Il indique que, par un courrier du 15 octobre 2024, il a sollicité de la commune de Gentilly la communication des documents relatifs à l’étude d’opinion demandée auprès du cabinet Elabore, qu’une communication partielle de ces documents est intervenue en décembre 2024, qu’il a alors saisi la Commission d’accès aux documents administratifs qui a rendu un avis favorable le
30 janvier 2025, que la commune de Gentilly ne lui a pas communiqué les pièces demandées malgré une relance en date du 23 avril 2025, que le 14 juin 2025, le rapport intégral demandé a été transmis aux présidents de groupe mais qu’à la lecture de celui-ci, 18 questions posées n’ont fait l’objet d’aucune restitution dans le document, que la nature de ces questions occultées établit que l’étude constitue un détournement de fonds publics, qu’elle constitue une violation aggravée du principe de transparence et révèle la mauvaise foi de la commune qui a organisé le financement d’un sondage électoral par des fonds publics.

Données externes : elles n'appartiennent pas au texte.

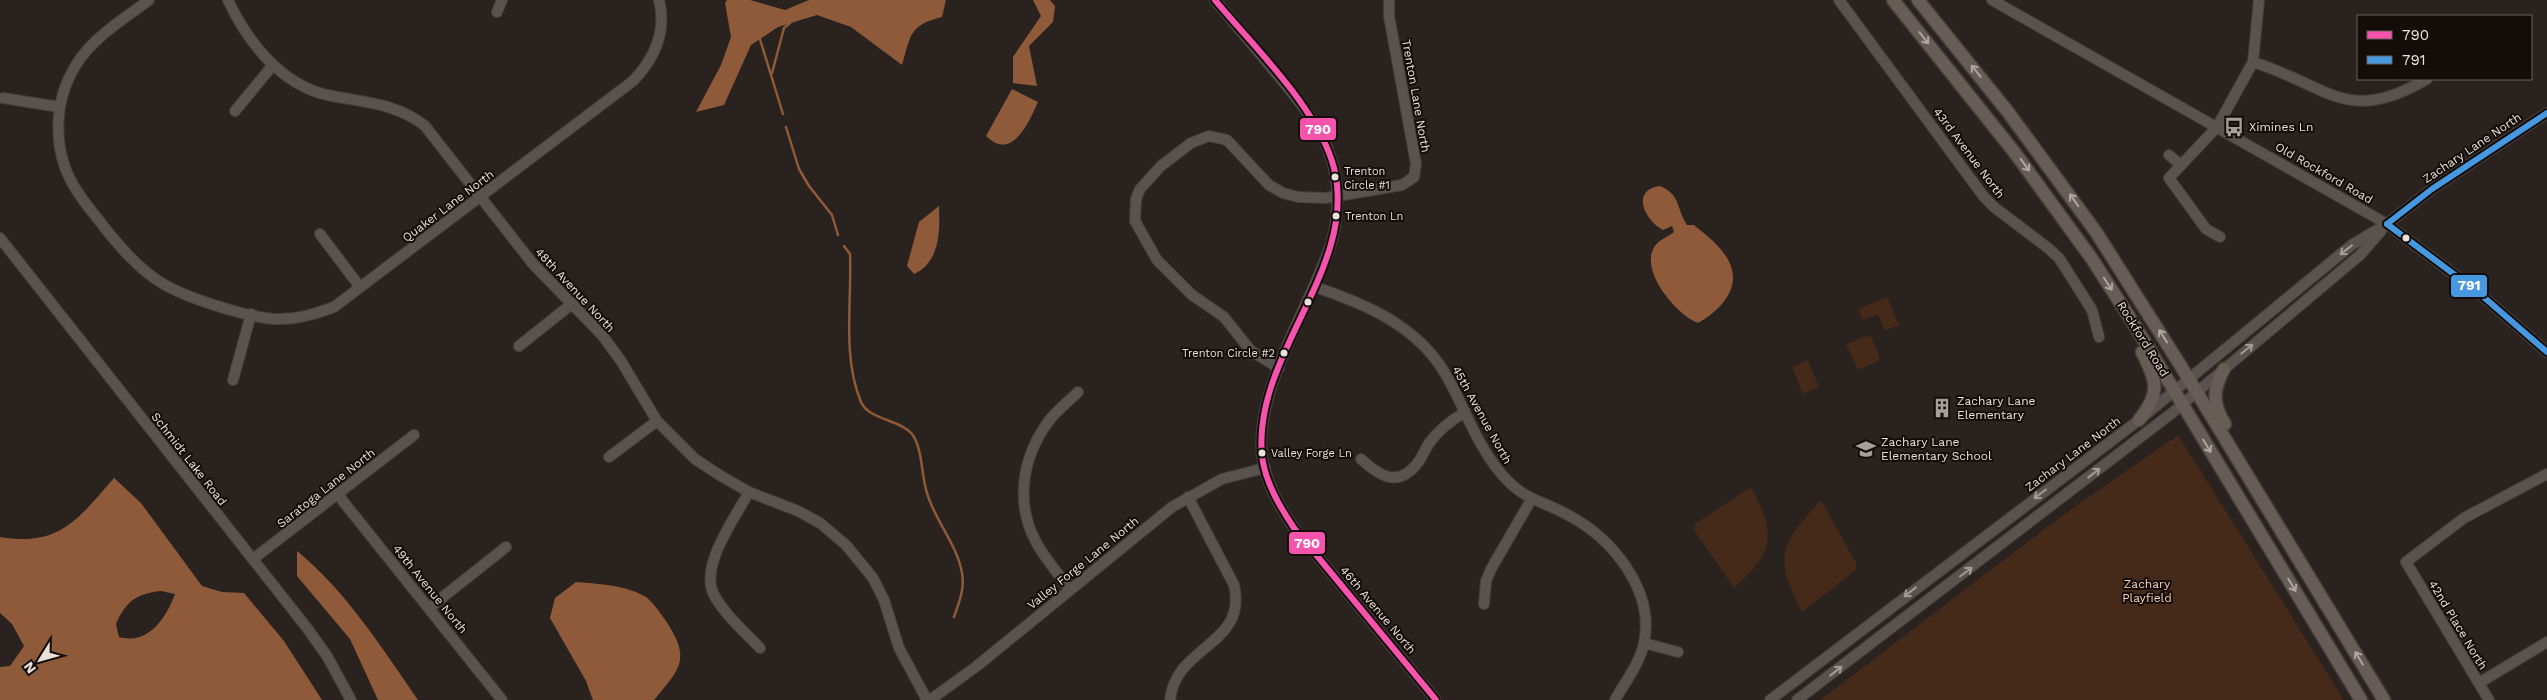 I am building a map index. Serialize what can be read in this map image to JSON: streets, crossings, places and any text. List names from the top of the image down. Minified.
{"streets":{"main road":["Rockford Road"],"street":["Trenton Lane North","Zachary Lane North","43rd Avenue North","Old Rockford Road","Quaker Lane North","48th Avenue North","45th Avenue North","Schmidt Lake Road","Saratoga Lane North","Valley Forge Lane North","49th Avenue North","46th Avenue North","42nd Place North"]},"crossings":[["Trenton Lane North","46th Avenue North"],["Zachary Lane North","Old Rockford Road"],["Zachary Lane North","Rockford Road"],["Quaker Lane North","48th Avenue North"],["48th Avenue North","Valley Forge Lane North"],["45th Avenue North","46th Avenue North"],["Schmidt Lake Road","Saratoga Lane North"],["Saratoga Lane North","49th Avenue North"],["Valley Forge Lane North","46th Avenue North"]],"parks":["Zachary Playfield"],"places":{"bus stop":["Ximines Ln"],"other":["Trenton Circle #1","Trenton Ln","Trenton Circle #2","Valley Forge Ln"],"building":["Zachary Lane Elementary"],"school or university":["Zachary Lane Elementary School"]},"lines":["transit line 790","transit line 791"],"legend":["790","791"],"north":"bottom left"} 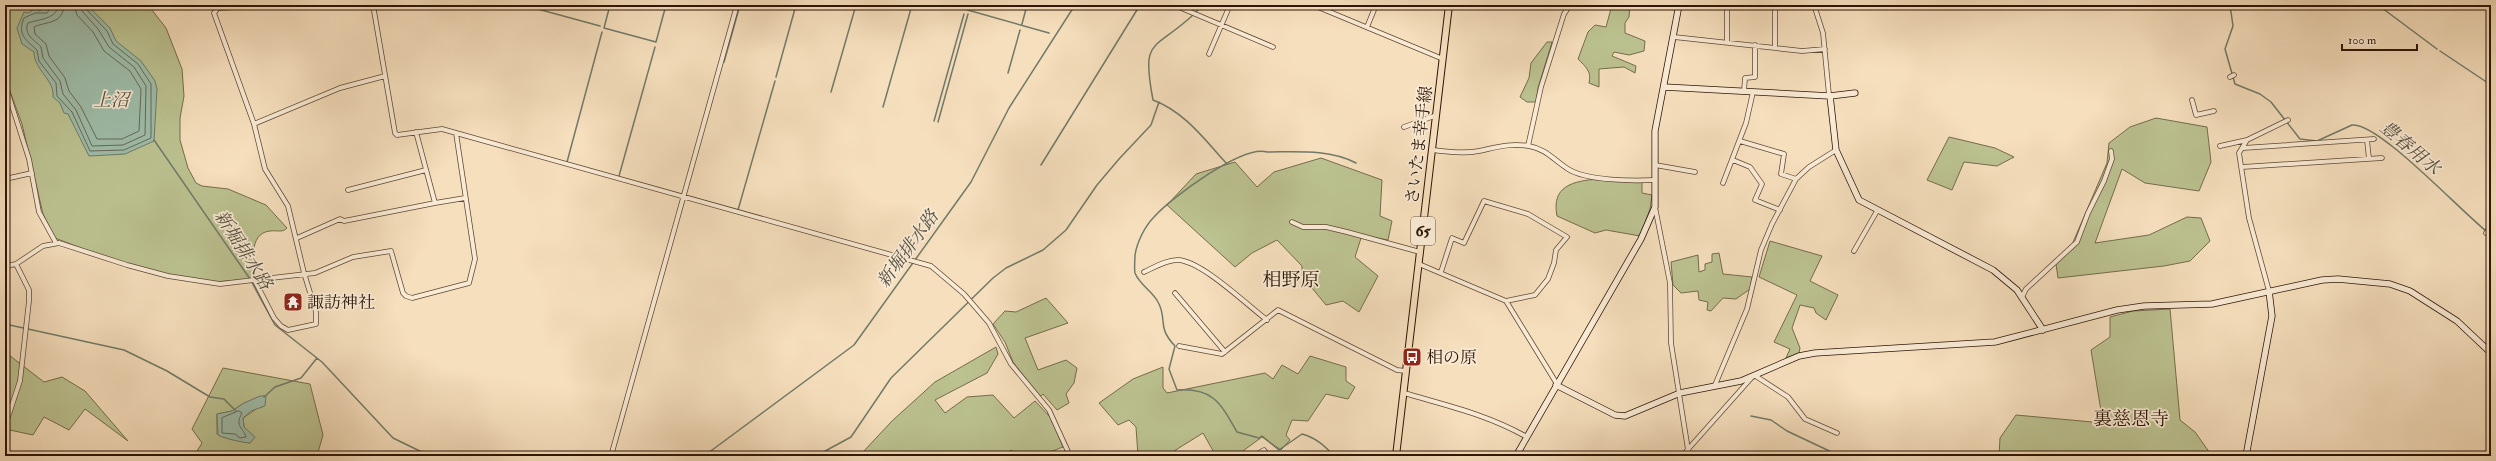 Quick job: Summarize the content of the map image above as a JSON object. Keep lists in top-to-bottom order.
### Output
{
  "streets": {
    "main road": ["さいたま幸手線", "65"]
  },
  "districts": ["相野原", "裏慈恩寺"],
  "water": ["上沼", "豊春用水", "新堀排水路"],
  "places": {
    "temple": ["諏訪神社"],
    "bus stop": ["相の原"]
  },
  "scale_bar": "100 m"
} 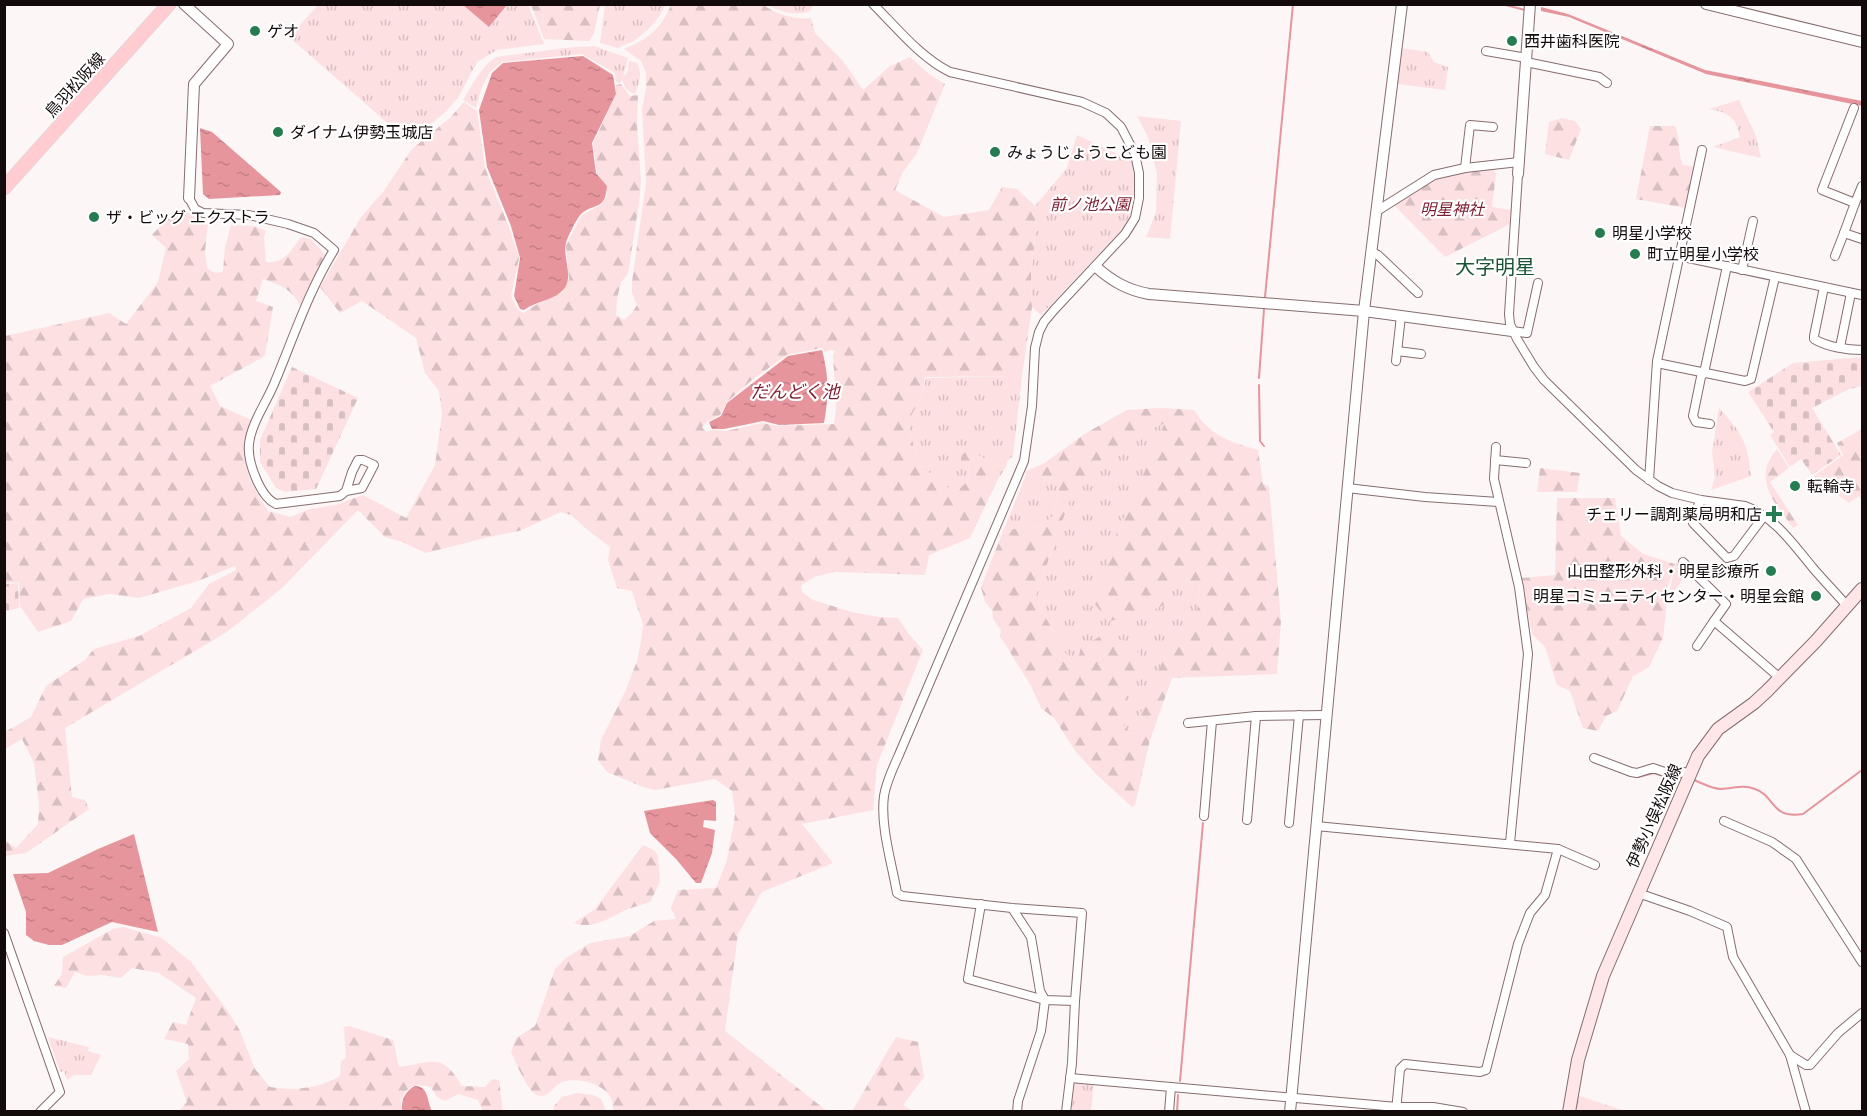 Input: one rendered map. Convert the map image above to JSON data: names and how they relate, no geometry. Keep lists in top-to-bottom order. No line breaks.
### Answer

Il soutient que la condition d’urgence est satisfaite car elle découle de l’atteinte au droit à un procès équitable puisque la rétention prolongée des documents demandés entrave la connaissance des pièces nécessaires à l’introduction ou motivation d’une action en justice, que l’étude d’opinion présentant des enjeux électoraux le litige revêt d’une dimension pré-électorale dont l’urgence est avérée, que le conflit d’intérêts réel et avéré par le lien direct entre le fondateur de la société Elabore et le parti politique majoritaire de la commune de Gentilly est de nature à altérer l’impartialité de la procédure de passation justifiant un contrôle juridictionnel renforcé, que les défaillance graves du prestataire justifient le contrôle urgent de l’usage des fond publics, ainsi que les manquements graves au Règlement général sur la protection des données, que la découverte de la dissimulation de questions sur la corruption politique et les préférences électorales dans une étude communale révèle une détournement systémique justifiant une intervention judiciaire immédiate, que la mesure sollicitée est utile puisque l’avis favorable de la commission d’accès aux documents administratifs crée une présomption forte de communicabilité des documents, qu’elle répond à des enjeux démocratiques majeurs, notamment de transparence administrative, et qu’elle est nécessaire pour vérifier l’absence de favoritisme ou d’irrégularités dans l’attribution et l’exécution du marché public et elle permet de préserver la sincérité du débat démocratique local, d’établir l’ampleur exacte du détournement de fonds publics et de garantir la transparence face à une administration en défaut.
Par trois mémoires en défense, enregistrés les 27 mai, 2 juin et 17 juillet 2025, la commune de Gentilly, représentée par Me Peru, conclut, dans le dernier état de ses écritures, au rejet de la requête, de procéder à la suppression des débats du passage suivant du mémoire en réplique de M. B… du 29 mai 2025 commençant par « compte tenu des doutes sérieux pesant sur l’authenticité (…) » et finissant par « prévenir toute altération des pièces essentielles à la manifestation de vérité », de condamner M. B… à verser à la commune une somme de
3 000 euros en réparation du préjudice subi et de mettre à la charge de M. B… une somme de 3 000 euros au titre de l’article L. 761-1 du code de justice administrative.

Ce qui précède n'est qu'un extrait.